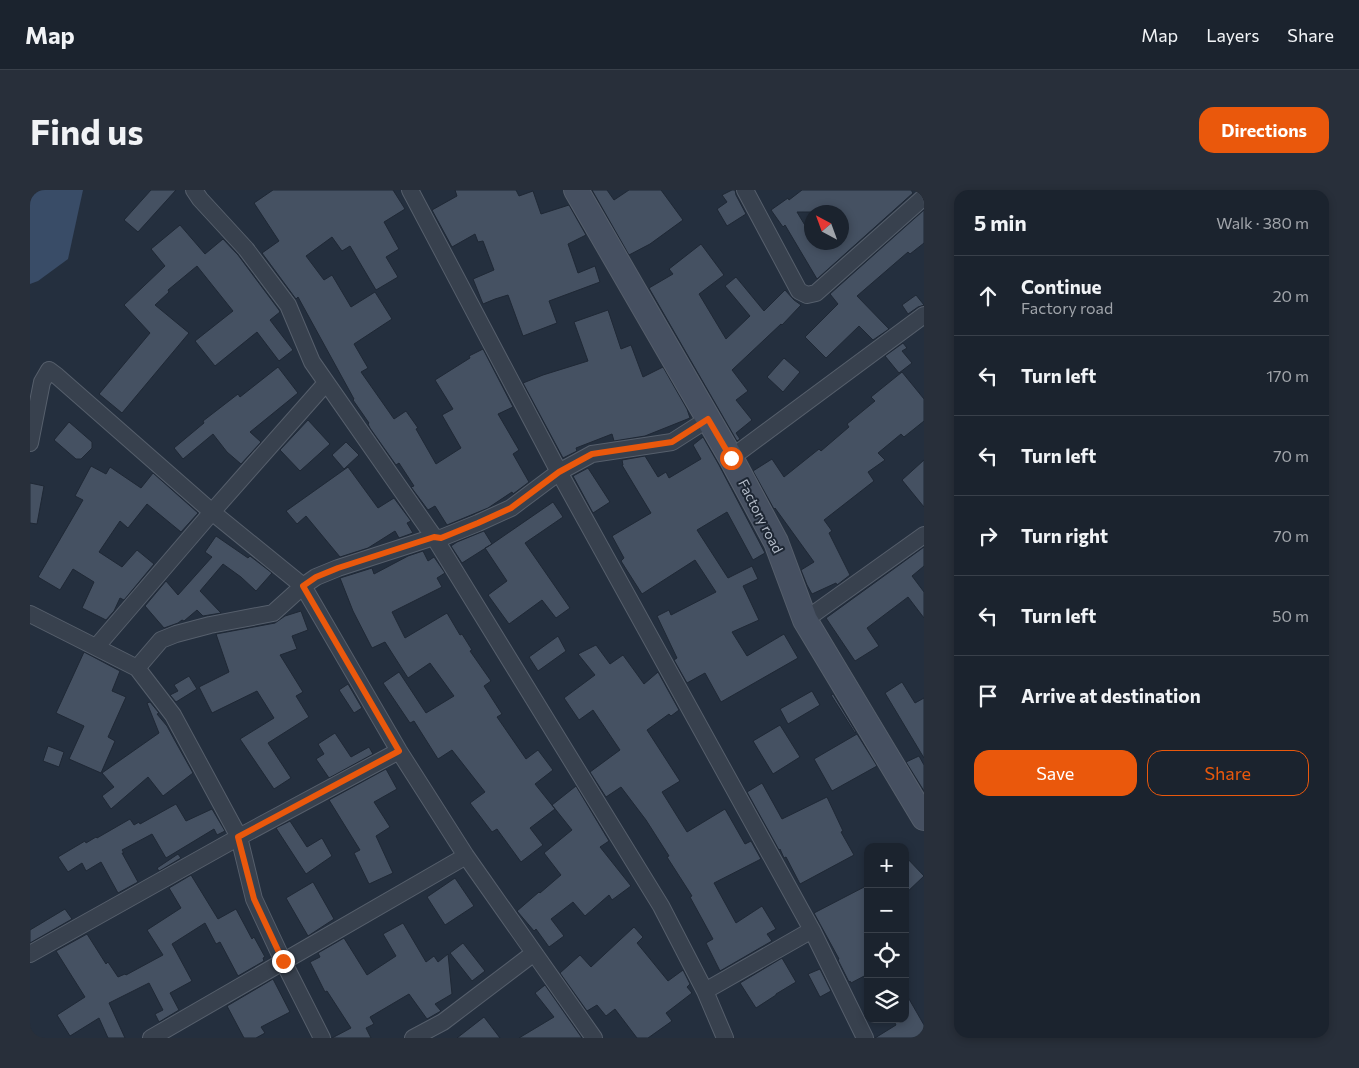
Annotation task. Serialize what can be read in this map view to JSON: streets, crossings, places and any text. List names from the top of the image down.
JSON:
{
  "streets": {
    "street": ["Factory road"]
  },
  "north": "top left",
  "page": {
    "header": "Map",
    "nav": ["Map", "Layers", "Share"],
    "buttons": [
      "Directions",
      ["Save", "Share"]
    ],
    "title": "Find us",
    "heading": ["5 min", "Walk · 380 m"],
    "list": [
      ["Continue", "Factory road", "20 m"],
      ["Turn left", "170 m"],
      ["Turn left", "70 m"],
      ["Turn right", "70 m"],
      ["Turn left", "50 m"],
      "Arrive at destination"
    ],
    "map_buttons": ["+", "−"]
  }
}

What the task asks: An exact copy of the material is required, minus the pictures.

Written solution:
Annotation task. Serialize what can be read in this map view to JSON: streets, crossings, places and any text. List names from the top of the image down.
JSON:
{
  "streets": {
    "street": ["Factory road"]
  },
  "north": "top left",
  "page": {
    "header": "Map",
    "nav": ["Map", "Layers", "Share"],
    "buttons": [
      "Directions",
      ["Save", "Share"]
    ],
    "title": "Find us",
    "heading": ["5 min", "Walk · 380 m"],
    "list": [
      ["Continue", "Factory road", "20 m"],
      ["Turn left", "170 m"],
      ["Turn left", "70 m"],
      ["Turn right", "70 m"],
      ["Turn left", "50 m"],
      "Arrive at destination"
    ],
    "map_buttons": ["+", "−"]
  }
}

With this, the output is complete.